Re: TCP: time wait bucket table overflow - memory leak? [message #37224 is a reply to message #37180] |
Thu, 27 August 2009 13:46   |
seanfulton
Messages: 105 Registered: May 2007
|
Senior Member |
|
|
I am not sure if this will help but here is my $.02:
I have had something similar happen when we over-allocated the RAM on the HN. We had 6G in the machine and had four VEs that collectively had access to 18G. The HN can't stuff 18G of crap into a 6G bag so it keeps going until it dies. The solution for us was to run ve-split for four (in your case five) containers and start with that. Then adjust resources *carefully*.
Another issue we have had (and are still having) has to do with I/O activity on the HN during nightly backups. We tar each VE nightly (used to use vzdump, but it uses tar as well, so there was no functional difference in this respect). The tar used to be done to an NFS mount, now we use ssh/dd to pipe it to the backup server.

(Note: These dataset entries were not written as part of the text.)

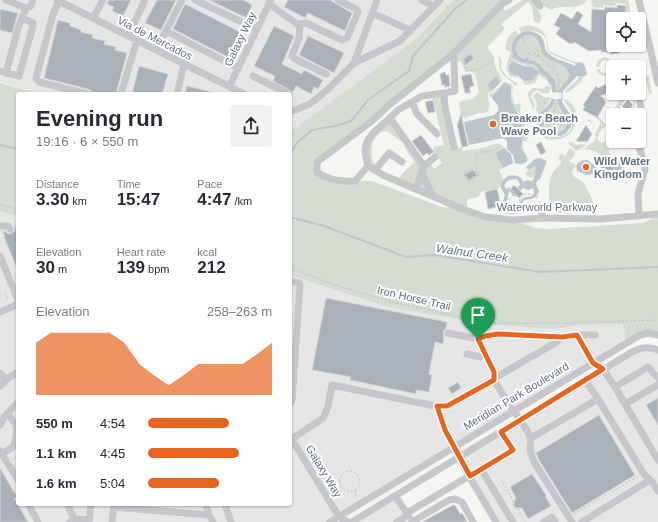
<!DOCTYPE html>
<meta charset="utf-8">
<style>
body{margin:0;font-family:Arial,sans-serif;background:#f2f2f3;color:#2b2b33;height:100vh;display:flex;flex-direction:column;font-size:15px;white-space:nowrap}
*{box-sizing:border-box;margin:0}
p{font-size:13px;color:#7c7c81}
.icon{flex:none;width:22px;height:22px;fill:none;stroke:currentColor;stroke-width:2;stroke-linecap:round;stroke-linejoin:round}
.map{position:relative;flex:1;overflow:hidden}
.details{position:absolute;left:16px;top:92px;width:276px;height:414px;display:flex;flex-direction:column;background:#fff;border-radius:4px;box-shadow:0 1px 3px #0004}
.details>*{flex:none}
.fabs{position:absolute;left:606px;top:12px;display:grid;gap:8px}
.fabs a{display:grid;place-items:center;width:40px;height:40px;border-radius:4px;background:#fff;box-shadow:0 1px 3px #0004;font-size:20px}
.pin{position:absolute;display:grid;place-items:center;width:34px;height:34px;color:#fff;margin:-41px -17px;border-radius:50% 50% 50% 0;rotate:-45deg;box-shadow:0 0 4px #0007}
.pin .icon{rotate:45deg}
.round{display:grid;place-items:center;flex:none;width:42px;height:42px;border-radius:4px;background:#f2f2f3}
.summary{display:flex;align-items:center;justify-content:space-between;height:68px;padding:0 20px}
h1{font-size:22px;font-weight:800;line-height:30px}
.stats{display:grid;grid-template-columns:repeat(3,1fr);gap:6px;height:68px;padding:4px 20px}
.stats div{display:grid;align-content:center}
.stats b{font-size:17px;font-weight:800}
.stats small{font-size:11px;font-weight:400}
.stats p{font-size:11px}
.chart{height:112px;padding:8px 20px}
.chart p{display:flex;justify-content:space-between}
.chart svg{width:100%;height:72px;margin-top:4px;fill:#e7661f;opacity:.7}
ul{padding:0 20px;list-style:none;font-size:13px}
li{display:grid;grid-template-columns:64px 48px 1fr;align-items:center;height:30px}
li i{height:10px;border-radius:5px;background:#e7661f}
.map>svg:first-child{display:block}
</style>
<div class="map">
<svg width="658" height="522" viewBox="0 0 658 522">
<rect width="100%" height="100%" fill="#f5f5f1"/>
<path fill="#e5e6e5" d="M0,0H453L416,39L290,132V94H42L0,82Z
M0,211L18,216V504H290V275L445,318L482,324L555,329L579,325L623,324L626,343L330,522H0Z
M636,350H658V522H496L459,458Z
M395,496L412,522H352Z"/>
<path fill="#d5dcd2" d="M453,0H509L503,7L505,11L523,0H588C576,12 563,3 551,10L541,4L537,8C540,13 544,18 539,23L534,22L532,7L528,2L501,24L505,29L487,47L494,56V63L502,80L501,82L496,77L487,85L492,91L488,93C487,102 493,106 486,113H479L464,118V117L461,118L459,102L474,98L479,92L475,74L470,71L466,72L461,62L454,60L453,55L317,162L323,176L355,181H372L442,207L459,208L398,181L401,175L414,162L404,146L405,144L387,131C376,130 370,146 372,156C372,159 374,162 375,165L372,169L368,166L367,143L390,118L424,166L429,162L434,169L442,163L435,153L433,147L444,145L433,100V95L444,93L457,148L462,147L463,151L479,149L499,143L505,148L495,153L503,168L499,170C500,172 503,177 503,180C503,191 490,190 482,191L478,197L467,199V210L512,220L536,228L550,229L644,223L658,215V335L653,333L626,343L623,324L579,325L555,329L482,324L385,306L290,275V132L416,39Z
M591,0H628L632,19H625L626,4L616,3L615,6L603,5V8L593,7Z
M528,25C548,29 545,36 549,51L571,61L578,62L575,64C570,61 552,56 549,52C546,49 547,44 546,40C543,30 529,30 521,33L519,28Z
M516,30L518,35L512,42L513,58L515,57C522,65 533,62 539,69L536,70C530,65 522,65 515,61L510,62L508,66L518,76L514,78L515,77L512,76L511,77C503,70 508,61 511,52L505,49L508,37Z
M612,33H613V45H636L634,50L625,52L624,48L609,50V46L611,45Z
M528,35C541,37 537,47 544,55C550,63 565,61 568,71C571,80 559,91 558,99C557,108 568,112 568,121C567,134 548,137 544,125C540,114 550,112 554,104C557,98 556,87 554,80C553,76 549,75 546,71C543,68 542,65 538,62C529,57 520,62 516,50C516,41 520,37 528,35Z
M500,52L499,57L502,61L501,68L507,77L517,83L518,85L515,86C507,74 498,78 499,59L498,57Z
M606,57L611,60L610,65H607V61L604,60L601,62L599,67H596C596,61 600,58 606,57Z
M611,66L613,69V72L606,76L600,75L596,70L600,69L601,72L605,73L609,71L608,67Z
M639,69H641L643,77L649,76L652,93L649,94L646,81L639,82Z
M538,72H540L548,78L547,80L539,75L535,83L526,85L523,83V80L524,81L536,76Z
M578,77H583L582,81C578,85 570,92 565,93L566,90L578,79Z
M504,82L511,84L513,87L512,97L515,105L519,103L521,106L519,114L522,122H524L525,128L523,129V132L528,137L527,141H523C521,151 526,151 528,159C526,166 521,164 515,164V163L524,164L527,158L521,148L523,136L521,123L518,114L511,101L512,89L509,85L504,83L493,94L492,97H490L489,94L494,92Z
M0,83L41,94H18V216L0,211Z
M547,86L551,87L549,93H543L537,90L532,93L531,97L535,105L533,111C533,104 528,100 528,93L533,88L543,89Z
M537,92L544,97L551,98C546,109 540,107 539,123C544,142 572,142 573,121C574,111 566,106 564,99C571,101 574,106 576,112C577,116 576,117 576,121C572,149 525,145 539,114L536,110L537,103L533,96Z
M618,93C633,93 639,100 633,115H631C637,104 633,97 622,94L624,101L623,103L613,115L610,122L603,128L598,134L597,139L601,143L606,141L611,136L607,142L610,155L607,158L604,159C599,151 591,149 582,150C584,149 586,148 587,146C592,142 598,142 595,134L600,125V121L594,116L595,115L600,118L605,124C610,120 613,114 617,109L615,107L618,102Z
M571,141L576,145L586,144L584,147L576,151L568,143Z
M570,148L575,152L574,156L569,161L576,165L572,172L573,176L584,183L593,201L585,212C566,214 548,218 549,192C549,187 549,181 551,176C553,170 559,167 562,161L558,159L561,153L565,156Z
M534,166L536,168L533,177L531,178L525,174Z"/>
<path fill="#bdc6cd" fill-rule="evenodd" d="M528,31C551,35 540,47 549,54C556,60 567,62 575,66L576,63C585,60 585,67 587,74L583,77L577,76L563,91L562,102L570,114L572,122L571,127L566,133L561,136H551L546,134L543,135L542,134L543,132C538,126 537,118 542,111C545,107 549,106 551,101C553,96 552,90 551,85H550L547,80L548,78L539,72L532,80L524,81L518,76L512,74L509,70V64L513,61L524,66L532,67L536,70L539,69C533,61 523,66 515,58H512V57L513,55C509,43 515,33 528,31ZM528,35C544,37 536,52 548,59C555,63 566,63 568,72C571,81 560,84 558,93C558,96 557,102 559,105C561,113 574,119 564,129C561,132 557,133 553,132C548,131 546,129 544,125L545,120H543C544,113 548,112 552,107C557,101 557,86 554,79C552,76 549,75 547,72C540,66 539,60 529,60V58L524,59L519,56L516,50C516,41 520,37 528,35Z
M496,76L501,82L492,91L487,85Z
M504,83L508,84L511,87V101L518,114L521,123L523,136L521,148L527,158L526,162L522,164L515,163L513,155L507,149V141L503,138L469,145L464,122L494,115L498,111V106L492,98V96Z
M505,148L511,155L513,163L503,168L495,153Z
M540,158L547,161L540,179L537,181L536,184L539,192C534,201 530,198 523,201C520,212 517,217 505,212L502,205L505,195L501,188V183C506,175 513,173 521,178L523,182L527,180L533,181L536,167L534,166L529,170L526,167L535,159ZM515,179L518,180L520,185L516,189L512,190L509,187L507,189L504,186L507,181ZM523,188L528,190L533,188L534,193L533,196C519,198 523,198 516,209L513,210L506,208L505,204L508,198L509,191L515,197Z
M588,160L592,164H596L597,173L587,175L577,171L576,166C578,161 583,160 588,160Z
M617,160H618C624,164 623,172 618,176L615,175C612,170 613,165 617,160Z"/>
<path fill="#f5f5f1" d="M552,92L562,93L561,99H552Z"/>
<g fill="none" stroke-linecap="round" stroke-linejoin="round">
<path stroke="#bdc6cd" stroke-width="2" d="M0,145L18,149
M290,154L297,143L312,130L335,126L351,121L368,100L409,71L413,56L456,8L467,0
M290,217L324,226L406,257L435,255L540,272L658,267"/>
</g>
<path fill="#aab1b8" stroke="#d6d6d4" d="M109,0H131L123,16L112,11L114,7L107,4Z
M157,0H176L161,30L145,23Z
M209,0H244L252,5L247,18Z
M288,0H330L352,13L345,31L308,13L305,18L284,7Z
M185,4L240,32L228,57L173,29Z
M617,5L626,6L625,19H613L612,35H608L609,52H601V50L589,51L574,42L573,44L571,43L570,44L556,34L560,28L554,25L561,13L572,19L577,11L583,15L578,24L591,32L592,9L604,10L605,7L617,8Z
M0,9L18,13L12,33L0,30Z
M58,20L70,23V26L81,30V32L93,35L92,38L105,41L104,44L116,47L115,50L127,53L116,94H99L92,92L88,89L44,78Z
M274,26L294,36L282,64L302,74L304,70L323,80L318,89L314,87L311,94L296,86L293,92L273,81L275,76L254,66Z
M308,36L344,53L334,73L299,55Z
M618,46L619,53L611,54L610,47Z
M470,54L474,58L466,65L463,60Z
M139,66L168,74L162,94H132Z
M445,72L446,75H449L450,86L445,87L444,84L442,86L440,74Z
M471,74L474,86L470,87V93H465L461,76Z
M613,81V91L600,96L605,99L604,100L606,102L597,118L595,115L594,116L583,110L585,107L583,105L596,86L598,88Z
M187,86L212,92V94H185Z
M433,100L435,112L428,113L425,102Z
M628,100L633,105L628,111L622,106Z
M461,114L468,146L462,147L457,124L458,123Z
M586,125L592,134L587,142L576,141Z
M421,135L434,152L429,155L427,153L423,156L412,141Z
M541,142L546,152L541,155L536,145Z
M601,158L606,163L616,159L613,167L614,176L605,171V169H601Z
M474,170L477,176L468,180L465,174Z
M514,185L523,194L519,198L511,189Z
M497,189L501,206L488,209L485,192Z
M18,226V271L4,237H5L3,232L5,231L8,234L12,233L15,231V227Z
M326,298L447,322L446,328L443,332L444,336L443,344L435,342L429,374L432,375L429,392L416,390V394L350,380L351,377L312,370Z
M458,382L461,388L452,394L448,388Z
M658,398V425L646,405Z
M599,415L635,475L572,513L539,460L536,453Z
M0,468L17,497L14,498L28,522H0Z
M532,474L546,495L545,496L551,506L528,519L522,508H517L514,506V502L516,498L510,487Z
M453,505H455L460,514L462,513L464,516L467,522H422Z"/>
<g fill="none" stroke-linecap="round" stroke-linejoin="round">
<path stroke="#bcbec0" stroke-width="1" stroke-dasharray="2 2" stroke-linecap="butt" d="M519,46L526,53L539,57C536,53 535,54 531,51C526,48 524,43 522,38
M534,48L538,51L539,57C545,62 561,73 559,83C559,86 557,89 557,92
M471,54L470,53L462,60L464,62L466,71L480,69L494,61
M516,64L528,74L526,77L525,76L526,74L516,66L515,68L514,67Z
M604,105L615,112
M614,115L624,101L621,93
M588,120L592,121L590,125
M545,121H552L557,99
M599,127L603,128L610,122L613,117
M596,135H598
M615,157H620L624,160L623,167L626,183H628
M477,176L479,174L475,166L477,155L480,152H490L502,145
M467,178H465L464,173L472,169L473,171
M469,179L470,181L479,176L477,172H475
M513,195L506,203L508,208L515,209C521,202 518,191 533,195
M536,197H539
M0,205L18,209
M290,268L329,283L392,302L489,323H566L658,320
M5,293L8,300
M12,460L18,456
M340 481a10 10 0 1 1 20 0a10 10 0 1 1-20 0Z
M501,479L513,500V506L518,509L525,522
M355,491L356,496
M339,496L342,489
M574,514L637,477L638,479"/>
<path stroke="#c5c7cb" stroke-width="7" d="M6,0L26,8L31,6L33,0
M57,0L244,94
M195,0L257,29
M422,0L434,6
M535,0L540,6
M639,0L658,83
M59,1L53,14L36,78L39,82L87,94
M269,4L297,24L306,23L342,40L347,38L358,12L356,9L338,0
M372,13L410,30
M93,18L102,2V0
M300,24L299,38L292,56L295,59L326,74
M166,31L182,0
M128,36L145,0
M156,50L166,31L238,68
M354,63L377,0
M0,71L19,76L33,26V23L22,18
M6,73L18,28L26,8
M253,76L289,94
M229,87L271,0
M444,93L455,91L454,60L453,54
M121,94L137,40
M177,94L184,64
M638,94L642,112L639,121
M412,102L422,96L444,93L445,107L454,147
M290,112L310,104L326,91L354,63L400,41L440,0
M390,118C381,126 365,137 365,150C365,155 367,161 368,166L383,175L460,208L485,217L512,220L543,218L601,219L658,214
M638,141L645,169L638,194L639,215
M435,157L424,166L390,118L398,110L412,102L417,114L437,134
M368,166L355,181C341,182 328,180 317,172V162L372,121L389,105L453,54L502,4L509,0
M375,170L389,153L402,162
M422,170L425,181L433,196
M416,188L423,170
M540,206L543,218
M0,226H8L10,229
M0,256L18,300
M290,281L299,283L300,285L292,400L290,405
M0,312L18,304
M448,333L479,339
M577,335L593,363L603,369L615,387L648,367L658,378
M467,354L480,357L485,354
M0,373L6,380
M0,386L8,378L18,372
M615,387L658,460
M598,399L644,474L653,483L658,491
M625,404L658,385
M437,406C449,447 475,485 496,522
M0,425L4,417L18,402
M290,436L339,517L348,522
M531,438L598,399L585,380
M292,439L323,418L328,407L332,385L440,407L447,406L555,343L562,337
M0,451L18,480
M2,454L14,446C17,430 20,426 7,414
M481,469L513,522
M395,496L409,516
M28,504L38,522
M67,504L75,520
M206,504L209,515L213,522
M225,504L231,522
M114,507L209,515
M70,522L78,519L89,520
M89,522L91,504
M112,522L114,504
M330,522L640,335L648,333L658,335
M352,522L632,352C641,347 649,346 658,350
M397,522L404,518L407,513L513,450L501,432
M412,522L449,500L455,499L462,502L473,522
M544,522L552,517L555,522
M572,522L534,462L530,450L531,438L521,420L513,411L494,380V372L479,339L486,336L497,334L562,337L577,335H595
M582,522L650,480"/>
</g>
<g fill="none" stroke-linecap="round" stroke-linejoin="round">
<defs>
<path id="route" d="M497,334L562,337L577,335L593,363L603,369L501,432L513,450L470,476L445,430L437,406H447L494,380V372L478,339L486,336Z"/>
</defs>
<use href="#route" stroke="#fff" stroke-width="8"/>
<use href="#route" stroke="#e7661f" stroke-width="5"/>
</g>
<g fill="#e7661f" stroke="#fff" stroke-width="1.5">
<circle cx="493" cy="124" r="4"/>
<circle cx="586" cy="167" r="4"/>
</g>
<g text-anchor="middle" stroke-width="4" stroke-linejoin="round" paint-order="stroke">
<g font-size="11" fill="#637183" stroke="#fff">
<text transform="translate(155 38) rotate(27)" y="4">Via de Mercados</text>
<text transform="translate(240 39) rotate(-64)" y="4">Galaxy Way</text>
<text x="547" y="211">Waterworld Parkway</text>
<text transform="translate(414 298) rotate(13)" y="4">Iron Horse Trail</text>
<text transform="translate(516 396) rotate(-31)" y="4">Meridian Park Boulevard</text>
<text transform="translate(324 471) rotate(59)" y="4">Galaxy Way</text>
</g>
<g font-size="11" font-weight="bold" fill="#637183" stroke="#fff" text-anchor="start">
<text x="501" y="122">Breaker Beach<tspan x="501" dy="13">Wave Pool</tspan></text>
<text x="594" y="165">Wild Water<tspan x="594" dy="13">Kingdom</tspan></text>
</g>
<g font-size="12" font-style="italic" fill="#637a87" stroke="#fff">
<text transform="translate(472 253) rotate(8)" y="4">Walnut Creek</text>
</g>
</g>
</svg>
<div class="fabs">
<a><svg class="icon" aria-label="locate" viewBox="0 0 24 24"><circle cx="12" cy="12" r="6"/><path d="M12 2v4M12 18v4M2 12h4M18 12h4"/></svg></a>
<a>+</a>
<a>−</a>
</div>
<div class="pin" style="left:478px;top:339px;background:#1e9e55"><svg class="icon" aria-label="arrive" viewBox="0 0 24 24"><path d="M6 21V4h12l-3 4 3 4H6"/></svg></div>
<section class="details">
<div class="summary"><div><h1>Evening run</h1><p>19:16 · 6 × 550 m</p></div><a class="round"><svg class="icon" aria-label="share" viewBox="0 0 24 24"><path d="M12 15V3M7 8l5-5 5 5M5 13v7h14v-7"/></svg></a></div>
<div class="stats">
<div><p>Distance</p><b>3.30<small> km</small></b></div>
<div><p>Time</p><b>15:47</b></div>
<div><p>Pace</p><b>4:47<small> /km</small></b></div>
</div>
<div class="stats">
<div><p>Elevation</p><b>30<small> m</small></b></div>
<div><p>Heart rate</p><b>139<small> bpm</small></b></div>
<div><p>kcal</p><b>212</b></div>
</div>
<div class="chart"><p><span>Elevation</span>258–263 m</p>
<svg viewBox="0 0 160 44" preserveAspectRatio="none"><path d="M0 44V12L10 6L20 6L30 6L40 6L50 6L60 12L70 25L80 32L90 38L100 32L110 25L120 25L130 25L140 25L150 19L160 12V44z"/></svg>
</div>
<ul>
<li><b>550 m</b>4:54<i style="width:65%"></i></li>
<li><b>1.1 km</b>4:45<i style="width:73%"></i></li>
<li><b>1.6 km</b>5:04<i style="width:57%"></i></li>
</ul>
</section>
</div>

Anyway, tar -czv * knocks the machine to its knees. The VE it is backing up will effectively lock. On a busy mail server (inside a VE), this causes all sorts of damage to ongoing mail connections, so bad that we now have to restart the VE after every nightly backup.
In my experience, OpenVZ is very good about enforcing limits of activities within a VE, but can not seem to contain activities on the HN itself. It has been suggested that this is a kernel bug in the 2.6.18 kernel, but no solutions have been found or suggested.
One solution recommended was to change the scheduler on the drive from cpq to deadline like this:
For a drive that is /dev/sda, use:
# cat /sys/block/sda/queue/scheduler
# cat /sys/block/sda/queue/scheduler
This still caused the load to grow, but the VEs no longer completely lock up during the process, which is a plus.
I am still looking for a more lasting solution to this last issue, but that's not your problem.
Hopefully this experience will point you in a useful direction. Good luck. I know it's frustrating.
sean
|
|
|